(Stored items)
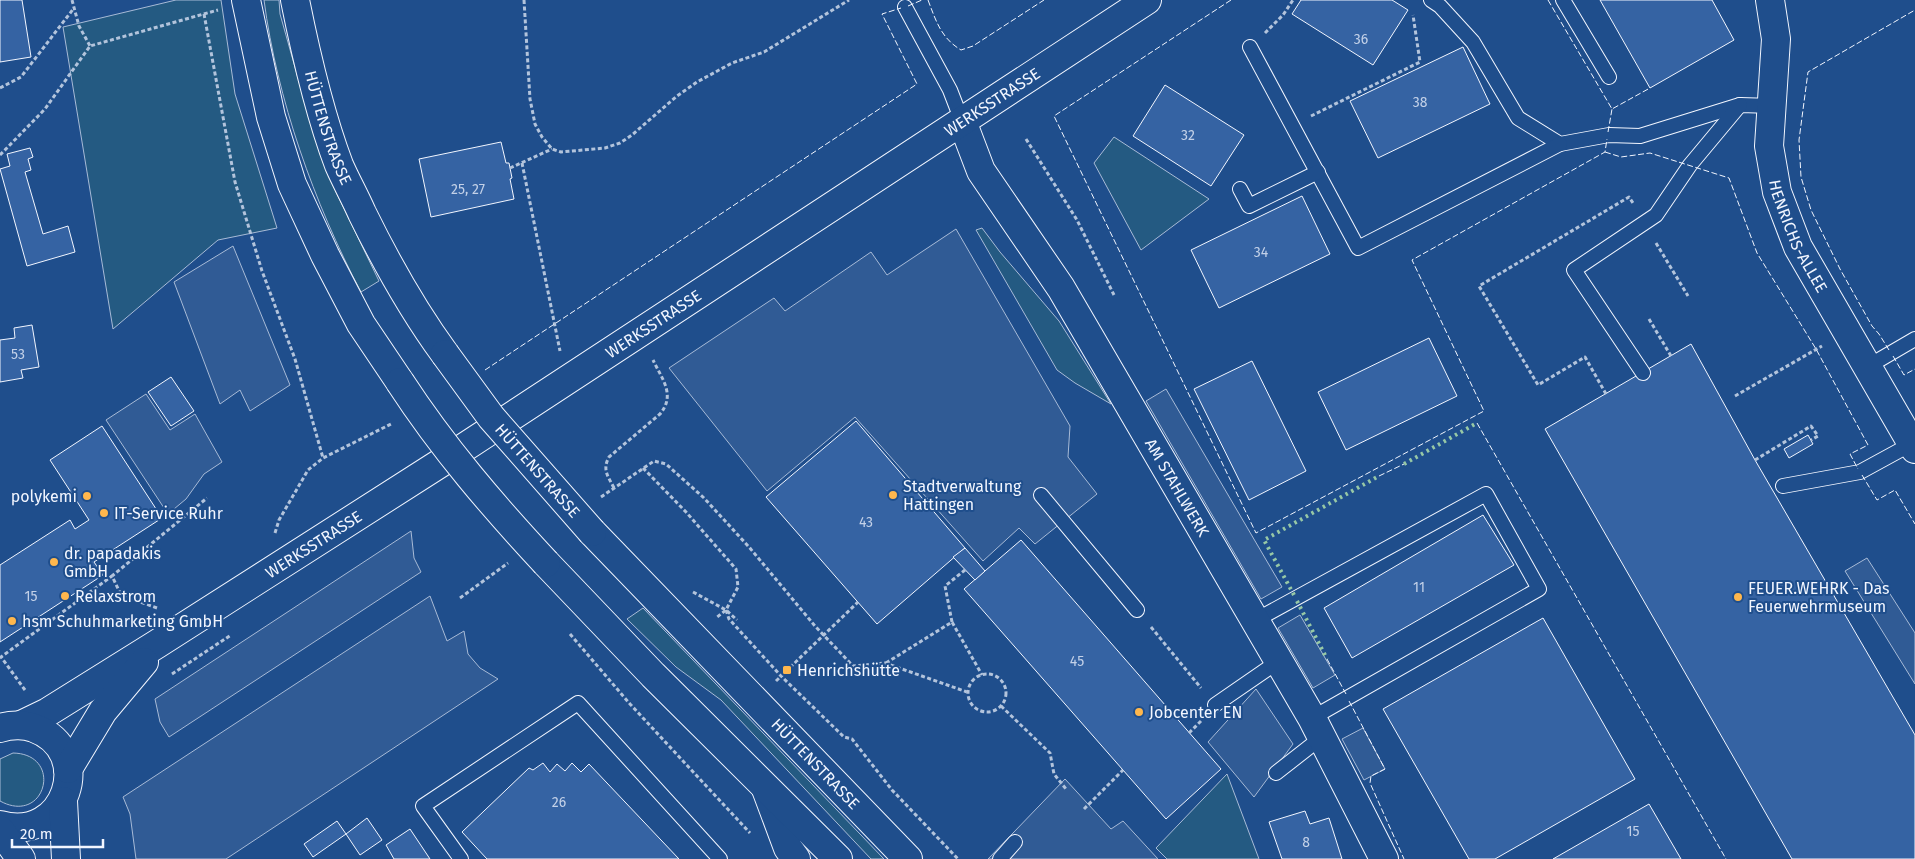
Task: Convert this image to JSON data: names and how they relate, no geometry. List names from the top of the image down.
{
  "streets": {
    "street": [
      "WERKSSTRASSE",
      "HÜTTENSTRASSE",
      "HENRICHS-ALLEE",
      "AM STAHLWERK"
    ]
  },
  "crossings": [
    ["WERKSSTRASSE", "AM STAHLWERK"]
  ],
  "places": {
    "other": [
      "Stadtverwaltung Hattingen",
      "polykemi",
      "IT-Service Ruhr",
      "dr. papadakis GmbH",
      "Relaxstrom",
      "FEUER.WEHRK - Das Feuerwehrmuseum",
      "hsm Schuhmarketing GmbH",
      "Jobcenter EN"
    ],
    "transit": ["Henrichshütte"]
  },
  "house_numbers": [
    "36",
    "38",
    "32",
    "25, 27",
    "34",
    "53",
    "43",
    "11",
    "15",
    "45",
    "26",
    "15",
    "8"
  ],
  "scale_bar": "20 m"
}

§ **TASK DIRECTIONS**
Images stay out, but the rest of the records must be retyped exactly.

§ **EXERCISE SOLUTION**
Task: Convert this image to JSON data: names and how they relate, no geometry. List names from the top of the image down.
{
  "streets": {
    "street": [
      "WERKSSTRASSE",
      "HÜTTENSTRASSE",
      "HENRICHS-ALLEE",
      "AM STAHLWERK"
    ]
  },
  "crossings": [
    ["WERKSSTRASSE", "AM STAHLWERK"]
  ],
  "places": {
    "other": [
      "Stadtverwaltung Hattingen",
      "polykemi",
      "IT-Service Ruhr",
      "dr. papadakis GmbH",
      "Relaxstrom",
      "FEUER.WEHRK - Das Feuerwehrmuseum",
      "hsm Schuhmarketing GmbH",
      "Jobcenter EN"
    ],
    "transit": ["Henrichshütte"]
  },
  "house_numbers": [
    "36",
    "38",
    "32",
    "25, 27",
    "34",
    "53",
    "43",
    "11",
    "15",
    "45",
    "26",
    "15",
    "8"
  ],
  "scale_bar": "20 m"
}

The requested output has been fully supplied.